USD/JPY has not been a mover in Asia but could face downward pressure following the release of inflation data. Nationwide core CPI in YoY terms was stronger than expected, jumping 0.2ppt to 3.7%. The core-core rate was also stronger than expected, jumping 0.3ppt to 3.3%. Food price increases continue to drive overall inflation with rice prices up 102% YoY. Services inflation picked up from 1.3% to 1.4% in part on cost pressure in dining out, with restaurant services increasing 0.3ppt to 4.8%. Solid wage growth is allowing for these price increases and will certainly help reinforce confidence at the BoJ to raise rates again.
Further steps to help support the super-long JGB market look like being taken today by the MoF. It is holding a meeting with primary dealers at 4pm Tokyo time and according to Bloomberg will suggest cutting issuance of 20; 30; and 40-year JGB issuance by JPY 100bn at each auction through March 2026. As an offset, the MoF will increase issuance of 2-year JGBs. The JGB curve has flattened today as a result but the moves in JGB yields have been modest.
Short-term direction in FX will continue to be influenced by developments in the Israel/Iran conflict and escalation versus de-escalation risks. But the strong inflation readings in Japan are becoming more common and the risks are rising that the BoJ will have to up its hawkish rhetoric on the potential for a rate hike. If a trade deal is done between Japan and the US before 9th July, that will likely prompt a shift from the BoJ that would once more increase downside risks in USD/JPY.

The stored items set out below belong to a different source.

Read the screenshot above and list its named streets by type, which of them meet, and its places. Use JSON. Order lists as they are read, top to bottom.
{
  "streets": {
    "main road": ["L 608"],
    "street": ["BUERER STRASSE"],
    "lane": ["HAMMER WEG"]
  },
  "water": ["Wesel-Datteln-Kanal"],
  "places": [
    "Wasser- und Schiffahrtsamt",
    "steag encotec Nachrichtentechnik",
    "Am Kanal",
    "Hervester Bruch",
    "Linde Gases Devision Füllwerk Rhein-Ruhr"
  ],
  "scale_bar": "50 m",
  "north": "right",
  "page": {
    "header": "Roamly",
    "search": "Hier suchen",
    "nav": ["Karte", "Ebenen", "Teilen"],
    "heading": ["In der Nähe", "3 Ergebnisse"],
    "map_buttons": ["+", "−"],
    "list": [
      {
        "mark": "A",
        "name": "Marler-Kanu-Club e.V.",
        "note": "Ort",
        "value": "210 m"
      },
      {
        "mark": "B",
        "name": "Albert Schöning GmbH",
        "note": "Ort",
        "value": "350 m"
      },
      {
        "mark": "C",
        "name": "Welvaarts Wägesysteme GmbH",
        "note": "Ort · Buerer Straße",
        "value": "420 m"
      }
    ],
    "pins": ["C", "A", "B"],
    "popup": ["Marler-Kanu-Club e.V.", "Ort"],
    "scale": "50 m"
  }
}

JAPAN RICE PRICES HELP LIFT OVERALL CPI IN NATIONWIDE DATA

Source: Bloomberg, Macrobond & MUFG GMR
CHF: SNB offers limited resistance to FX strength
We had three separate monetary policy decisions yesterday (BoE reaction piece here) and while the BoE left its monetary stance unchanged as expected, Norges Bank and the SNB both cut their key policy rates by 25bps. The market was priced for some risk that the SNB could cut by a larger 50bps but the SNB kept to a more cautious path despite the fact that the SNB has by some distance under-estimated the speed in which inflation has fallen. In its first Monetary Policy Assessment last year, the SNB predicted annual inflation in 2025 to be 1.2% and in June 2024 1.1%. Yesterday, the SNB’s latest forecast for this year was just 0.2%. Given the Swiss franc’s role as a safe-haven and given the current global circumstances with elevated geopolitical risks, rates in Switzerland need to be a lot lower in order to deter investors from buying the franc. Indeed, in real terms, with modest deflation, the policy rate is modestly positive now with many other G10 central banks now running negative policy rates in real terms. In that regard it was somewhat surprising that the SNB emphasised the “undesirable side-effects of negative rates that “present challenges for many economic agents”. That certainly gave an initial impression of a reluctance to move the policy rate into negative territory. Investors certainly didn’t embrace the decision with Swiss equities closing down 0.7%, although European stocks fell widely as geopolitical risks related to the Middle East remained elevated. The cut to zero percent does in reality bring negative rates back as a potential reality given the SNB since 2022 penalises banks that hold excess reserves over 18 times its minimum reserves by only paying 25bps less than the policy rate, which will now mean banks are charged. The SNB put the framework in place to encourage lending and maintain liquidity in money markets.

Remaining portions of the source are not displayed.